Aminoglycoside-modifying enzymes among clinical isolates of Acinetobacter calcoaceticus subsp. anitratus (Herellea vaginicola): explanation for high-level aminoglycoside resistance

Abstract

Acinetobacter calcoaceticus subsp. anitratus (Herellea vaginicola) is an important cause of nosocomial infection in our hospital where A. calcoaceticus subsp. anitratus is the most frequently isolated gram-negative species resistant to one or more of the aminoglycoside antibiotics. Of 167 strains tested for susceptibility to aminoglycosides, only 6 strains were found that were resistant to >/=128 mug of kanamycin per ml; all others were susceptible to </=32 mug/ml. Five of these six strains were found to produce aminoglycoside-modifying enzymes.
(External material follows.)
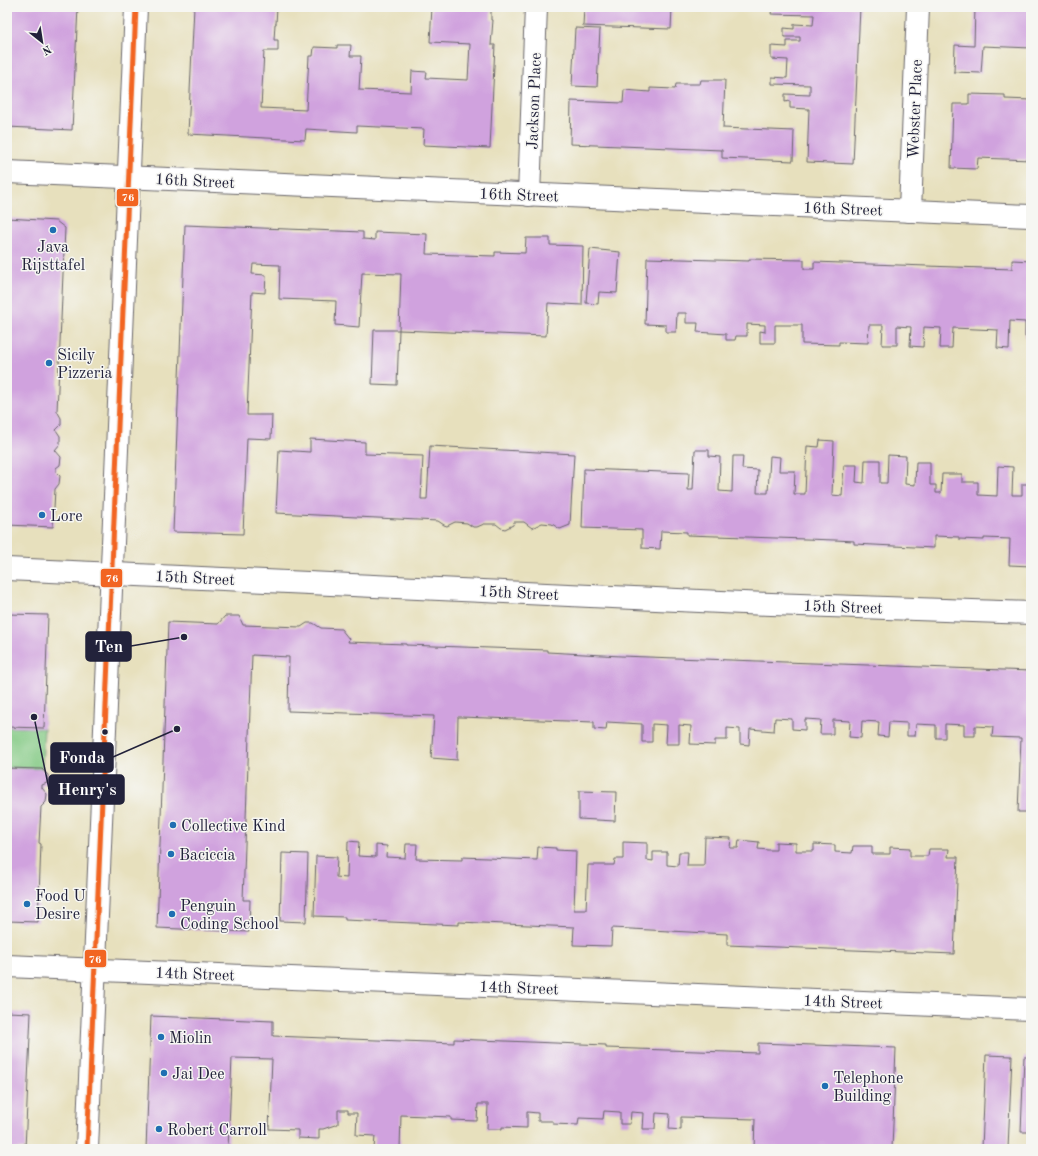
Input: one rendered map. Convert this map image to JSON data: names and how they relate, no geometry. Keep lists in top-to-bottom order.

Two strains produced a phosphotransferase which mediates resistance to kanamycin and neomycin; three strains produced an acetyltransferase which mediates resistance to kanamycin, tobramycin, and amikacin (minimal inhibitory concentration >/= 128 mug/ml for each drug). No strain with lower level resistance to kanamycin, tobramycin, or amikacin had enzyme activity. Fourteen strains resistant to gentamicin failed to show significant enzymatic modification of that antibiotic. Although agarose gel electrophoresis of deoxyribonucleic acid preparations from the enzyme-producing strains showed plasmid bands in all, no transfer of aminoglycoside resistance could be achieved, nor was it cured by exposure to novobiocin, ethidium bromide, acridine orange, heat, or prolonged storage. Resistance to mercuric chloride, present in 2 of 60 strains, was lost by 1 strain after exposure to novobiocin, and the loss of resistance was associated with an apparent deletion of plasmid deoxyribonucleic acid.